[DIRECTIONS FOR THIS TASK] Using the listing below, keep only the lines with the word "buttons" and copy them.

[EXERCISE INPUTS]

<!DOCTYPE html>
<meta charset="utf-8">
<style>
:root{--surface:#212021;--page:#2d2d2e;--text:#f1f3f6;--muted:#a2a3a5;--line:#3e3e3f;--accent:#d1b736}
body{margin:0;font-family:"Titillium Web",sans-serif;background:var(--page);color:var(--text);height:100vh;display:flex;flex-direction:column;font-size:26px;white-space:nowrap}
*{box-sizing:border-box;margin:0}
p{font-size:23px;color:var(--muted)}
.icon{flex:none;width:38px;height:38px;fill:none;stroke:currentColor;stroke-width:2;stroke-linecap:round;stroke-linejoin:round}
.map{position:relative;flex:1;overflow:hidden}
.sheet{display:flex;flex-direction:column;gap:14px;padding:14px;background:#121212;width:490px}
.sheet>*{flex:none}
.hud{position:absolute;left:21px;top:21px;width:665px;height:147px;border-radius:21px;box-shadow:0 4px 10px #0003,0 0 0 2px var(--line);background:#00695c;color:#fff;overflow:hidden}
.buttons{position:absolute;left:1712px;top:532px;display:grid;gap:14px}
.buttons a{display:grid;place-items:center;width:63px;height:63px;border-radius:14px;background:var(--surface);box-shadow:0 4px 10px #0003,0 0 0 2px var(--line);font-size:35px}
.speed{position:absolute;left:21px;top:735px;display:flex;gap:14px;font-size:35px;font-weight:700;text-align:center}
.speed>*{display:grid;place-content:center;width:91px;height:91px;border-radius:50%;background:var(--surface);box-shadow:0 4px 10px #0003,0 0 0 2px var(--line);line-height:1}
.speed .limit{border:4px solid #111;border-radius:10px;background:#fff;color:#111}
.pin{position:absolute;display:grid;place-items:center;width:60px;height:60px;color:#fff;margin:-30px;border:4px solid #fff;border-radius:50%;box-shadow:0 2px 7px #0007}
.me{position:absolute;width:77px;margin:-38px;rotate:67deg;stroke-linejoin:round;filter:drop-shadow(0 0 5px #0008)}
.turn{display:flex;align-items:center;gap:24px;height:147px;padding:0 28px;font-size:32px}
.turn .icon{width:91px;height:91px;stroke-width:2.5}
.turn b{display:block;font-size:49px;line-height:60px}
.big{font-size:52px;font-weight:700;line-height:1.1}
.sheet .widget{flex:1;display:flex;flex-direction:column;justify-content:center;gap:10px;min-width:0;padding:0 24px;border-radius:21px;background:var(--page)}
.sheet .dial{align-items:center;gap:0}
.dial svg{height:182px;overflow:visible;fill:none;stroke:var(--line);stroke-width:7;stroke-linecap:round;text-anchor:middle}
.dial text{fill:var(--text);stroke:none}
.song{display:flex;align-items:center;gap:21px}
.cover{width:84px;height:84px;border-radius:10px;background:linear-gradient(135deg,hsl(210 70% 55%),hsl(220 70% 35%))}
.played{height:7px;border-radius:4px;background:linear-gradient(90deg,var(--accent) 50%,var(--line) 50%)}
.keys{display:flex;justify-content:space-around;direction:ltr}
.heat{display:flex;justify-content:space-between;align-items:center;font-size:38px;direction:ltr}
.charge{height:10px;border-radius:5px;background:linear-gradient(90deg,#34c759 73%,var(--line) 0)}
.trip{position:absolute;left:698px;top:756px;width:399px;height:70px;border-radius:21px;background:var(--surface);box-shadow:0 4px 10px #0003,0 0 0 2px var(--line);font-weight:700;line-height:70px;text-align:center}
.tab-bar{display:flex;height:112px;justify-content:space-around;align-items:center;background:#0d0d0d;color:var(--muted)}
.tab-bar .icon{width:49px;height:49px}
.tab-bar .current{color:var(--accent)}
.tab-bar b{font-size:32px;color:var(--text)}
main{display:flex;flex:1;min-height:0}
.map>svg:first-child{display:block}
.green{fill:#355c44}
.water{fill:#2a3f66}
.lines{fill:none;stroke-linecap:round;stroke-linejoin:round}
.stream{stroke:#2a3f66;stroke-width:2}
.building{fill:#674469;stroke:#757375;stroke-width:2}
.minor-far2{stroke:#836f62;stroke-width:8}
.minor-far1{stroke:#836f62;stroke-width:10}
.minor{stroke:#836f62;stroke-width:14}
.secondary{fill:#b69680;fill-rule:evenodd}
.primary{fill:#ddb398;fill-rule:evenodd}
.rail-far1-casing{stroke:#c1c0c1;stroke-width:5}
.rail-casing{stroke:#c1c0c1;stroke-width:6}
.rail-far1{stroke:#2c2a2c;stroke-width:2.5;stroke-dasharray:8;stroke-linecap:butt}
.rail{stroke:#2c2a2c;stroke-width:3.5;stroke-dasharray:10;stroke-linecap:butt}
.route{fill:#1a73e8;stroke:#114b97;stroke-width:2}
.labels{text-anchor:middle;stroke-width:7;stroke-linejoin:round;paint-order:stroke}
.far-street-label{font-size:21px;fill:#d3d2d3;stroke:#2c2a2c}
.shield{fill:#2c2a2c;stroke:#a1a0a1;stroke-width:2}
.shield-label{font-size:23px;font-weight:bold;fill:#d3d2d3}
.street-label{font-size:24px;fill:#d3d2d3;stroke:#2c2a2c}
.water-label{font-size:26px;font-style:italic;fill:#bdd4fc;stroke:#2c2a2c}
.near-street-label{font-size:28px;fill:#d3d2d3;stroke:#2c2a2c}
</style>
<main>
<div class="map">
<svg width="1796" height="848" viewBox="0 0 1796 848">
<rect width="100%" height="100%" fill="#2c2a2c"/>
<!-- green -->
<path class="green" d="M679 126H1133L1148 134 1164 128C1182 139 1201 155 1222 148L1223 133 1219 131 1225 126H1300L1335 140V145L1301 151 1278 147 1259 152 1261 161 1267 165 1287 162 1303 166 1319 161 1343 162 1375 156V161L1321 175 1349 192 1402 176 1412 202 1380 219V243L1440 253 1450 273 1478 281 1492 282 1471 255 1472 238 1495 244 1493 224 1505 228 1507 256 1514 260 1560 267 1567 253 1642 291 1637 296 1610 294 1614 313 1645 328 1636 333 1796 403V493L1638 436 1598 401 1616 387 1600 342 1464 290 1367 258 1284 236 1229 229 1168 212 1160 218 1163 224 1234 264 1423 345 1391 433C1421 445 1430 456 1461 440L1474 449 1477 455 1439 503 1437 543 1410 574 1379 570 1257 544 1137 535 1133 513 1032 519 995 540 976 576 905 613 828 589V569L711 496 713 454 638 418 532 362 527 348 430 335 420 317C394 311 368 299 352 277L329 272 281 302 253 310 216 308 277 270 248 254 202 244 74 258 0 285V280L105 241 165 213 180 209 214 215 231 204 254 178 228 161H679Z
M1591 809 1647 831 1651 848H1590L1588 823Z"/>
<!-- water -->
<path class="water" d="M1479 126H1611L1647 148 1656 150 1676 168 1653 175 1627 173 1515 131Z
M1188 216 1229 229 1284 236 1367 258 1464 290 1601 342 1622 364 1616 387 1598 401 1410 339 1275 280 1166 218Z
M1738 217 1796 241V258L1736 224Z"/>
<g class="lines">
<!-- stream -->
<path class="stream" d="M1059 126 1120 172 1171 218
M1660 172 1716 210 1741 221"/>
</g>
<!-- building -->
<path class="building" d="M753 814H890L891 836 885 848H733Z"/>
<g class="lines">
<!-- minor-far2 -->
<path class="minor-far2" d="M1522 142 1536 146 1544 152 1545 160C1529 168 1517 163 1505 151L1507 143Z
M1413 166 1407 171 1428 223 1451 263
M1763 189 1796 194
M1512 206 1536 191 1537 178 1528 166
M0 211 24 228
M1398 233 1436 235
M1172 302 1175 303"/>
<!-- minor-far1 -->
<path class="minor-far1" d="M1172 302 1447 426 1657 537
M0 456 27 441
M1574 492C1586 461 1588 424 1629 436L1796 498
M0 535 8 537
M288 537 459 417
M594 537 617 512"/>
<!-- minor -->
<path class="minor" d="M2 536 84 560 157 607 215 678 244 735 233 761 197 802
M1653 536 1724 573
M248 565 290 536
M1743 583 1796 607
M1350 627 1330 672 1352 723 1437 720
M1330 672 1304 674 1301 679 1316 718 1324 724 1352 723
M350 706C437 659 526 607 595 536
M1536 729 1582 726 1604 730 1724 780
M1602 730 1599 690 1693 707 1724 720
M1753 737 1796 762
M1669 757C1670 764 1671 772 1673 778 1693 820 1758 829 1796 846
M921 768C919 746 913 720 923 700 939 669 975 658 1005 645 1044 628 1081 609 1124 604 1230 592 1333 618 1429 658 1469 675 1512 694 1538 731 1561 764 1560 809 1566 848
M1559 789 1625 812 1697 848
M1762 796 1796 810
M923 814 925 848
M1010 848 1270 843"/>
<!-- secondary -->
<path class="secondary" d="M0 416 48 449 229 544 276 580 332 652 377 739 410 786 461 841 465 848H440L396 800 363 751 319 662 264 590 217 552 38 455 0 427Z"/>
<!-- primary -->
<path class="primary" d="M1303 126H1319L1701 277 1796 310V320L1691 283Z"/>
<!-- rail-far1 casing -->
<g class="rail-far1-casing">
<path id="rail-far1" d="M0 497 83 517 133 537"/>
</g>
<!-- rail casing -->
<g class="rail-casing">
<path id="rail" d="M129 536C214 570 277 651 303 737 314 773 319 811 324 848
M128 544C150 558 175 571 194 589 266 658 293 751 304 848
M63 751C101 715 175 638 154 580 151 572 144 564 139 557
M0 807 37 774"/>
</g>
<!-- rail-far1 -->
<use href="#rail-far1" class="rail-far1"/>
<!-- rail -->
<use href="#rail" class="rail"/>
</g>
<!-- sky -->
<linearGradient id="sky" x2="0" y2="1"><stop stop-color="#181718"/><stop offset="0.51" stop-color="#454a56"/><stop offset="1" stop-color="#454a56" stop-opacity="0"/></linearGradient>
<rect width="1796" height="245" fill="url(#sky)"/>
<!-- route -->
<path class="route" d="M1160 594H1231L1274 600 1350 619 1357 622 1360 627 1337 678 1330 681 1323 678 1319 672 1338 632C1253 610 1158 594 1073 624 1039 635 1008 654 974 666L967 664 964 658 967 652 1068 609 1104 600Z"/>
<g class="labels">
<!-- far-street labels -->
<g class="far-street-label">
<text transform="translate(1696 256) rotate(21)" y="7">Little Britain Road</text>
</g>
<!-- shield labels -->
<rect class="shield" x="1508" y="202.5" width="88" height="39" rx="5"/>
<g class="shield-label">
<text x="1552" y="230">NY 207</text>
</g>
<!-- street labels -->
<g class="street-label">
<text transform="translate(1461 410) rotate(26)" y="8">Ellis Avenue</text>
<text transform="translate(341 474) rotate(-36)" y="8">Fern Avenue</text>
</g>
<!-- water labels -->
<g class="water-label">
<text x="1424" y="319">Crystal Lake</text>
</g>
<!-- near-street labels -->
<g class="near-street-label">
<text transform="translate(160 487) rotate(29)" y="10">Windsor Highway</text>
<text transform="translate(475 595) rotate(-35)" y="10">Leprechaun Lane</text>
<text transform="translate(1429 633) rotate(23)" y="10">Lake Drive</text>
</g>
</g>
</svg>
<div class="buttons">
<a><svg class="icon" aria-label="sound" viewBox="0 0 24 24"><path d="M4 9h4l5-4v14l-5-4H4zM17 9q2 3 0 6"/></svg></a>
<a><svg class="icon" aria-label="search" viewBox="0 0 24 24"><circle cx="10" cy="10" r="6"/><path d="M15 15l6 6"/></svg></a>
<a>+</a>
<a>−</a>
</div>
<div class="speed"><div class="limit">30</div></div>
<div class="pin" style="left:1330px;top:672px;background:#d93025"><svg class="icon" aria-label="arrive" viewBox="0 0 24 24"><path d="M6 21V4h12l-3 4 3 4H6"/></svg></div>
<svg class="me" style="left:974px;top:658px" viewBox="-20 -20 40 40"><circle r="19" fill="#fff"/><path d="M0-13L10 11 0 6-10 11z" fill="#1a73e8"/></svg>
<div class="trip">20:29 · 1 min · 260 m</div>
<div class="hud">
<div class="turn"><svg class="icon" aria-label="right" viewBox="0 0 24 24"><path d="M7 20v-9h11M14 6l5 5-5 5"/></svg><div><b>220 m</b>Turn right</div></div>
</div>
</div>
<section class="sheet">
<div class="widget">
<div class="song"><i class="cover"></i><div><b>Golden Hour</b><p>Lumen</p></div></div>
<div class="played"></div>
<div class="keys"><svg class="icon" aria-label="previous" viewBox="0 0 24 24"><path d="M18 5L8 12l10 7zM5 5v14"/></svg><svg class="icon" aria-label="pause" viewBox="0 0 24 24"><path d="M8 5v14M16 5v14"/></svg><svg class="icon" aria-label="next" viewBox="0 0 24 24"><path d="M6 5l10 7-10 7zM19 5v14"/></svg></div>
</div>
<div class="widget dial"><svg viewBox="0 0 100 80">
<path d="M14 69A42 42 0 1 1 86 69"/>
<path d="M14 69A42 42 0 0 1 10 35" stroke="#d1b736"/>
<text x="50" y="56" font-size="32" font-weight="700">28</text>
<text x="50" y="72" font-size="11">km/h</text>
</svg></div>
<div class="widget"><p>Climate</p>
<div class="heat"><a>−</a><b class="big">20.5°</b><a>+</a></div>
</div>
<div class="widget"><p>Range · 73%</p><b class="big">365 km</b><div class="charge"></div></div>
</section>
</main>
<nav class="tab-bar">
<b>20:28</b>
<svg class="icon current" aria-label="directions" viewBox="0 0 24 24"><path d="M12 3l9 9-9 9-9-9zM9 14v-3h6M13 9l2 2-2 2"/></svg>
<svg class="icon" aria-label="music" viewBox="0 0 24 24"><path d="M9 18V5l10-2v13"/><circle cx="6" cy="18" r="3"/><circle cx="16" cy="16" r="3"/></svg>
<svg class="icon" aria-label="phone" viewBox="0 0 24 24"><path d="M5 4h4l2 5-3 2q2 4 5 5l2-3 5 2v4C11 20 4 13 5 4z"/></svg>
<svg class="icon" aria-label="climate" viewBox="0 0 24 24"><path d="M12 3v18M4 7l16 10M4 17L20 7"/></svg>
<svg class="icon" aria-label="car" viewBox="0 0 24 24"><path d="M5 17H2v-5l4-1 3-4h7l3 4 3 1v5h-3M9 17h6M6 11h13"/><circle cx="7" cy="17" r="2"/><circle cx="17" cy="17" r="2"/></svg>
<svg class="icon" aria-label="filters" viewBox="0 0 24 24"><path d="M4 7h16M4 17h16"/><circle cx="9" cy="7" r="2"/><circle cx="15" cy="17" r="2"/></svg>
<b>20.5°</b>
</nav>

[REPLY TO THE EXERCISE]
.buttons{position:absolute;left:1712px;top:532px;display:grid;gap:14px}
.buttons a{display:grid;place-items:center;width:63px;height:63px;border-radius:14px;background:var(--surface);box-shadow:0 4px 10px #0003,0 0 0 2px var(--line);font-size:35px}
<div class="buttons">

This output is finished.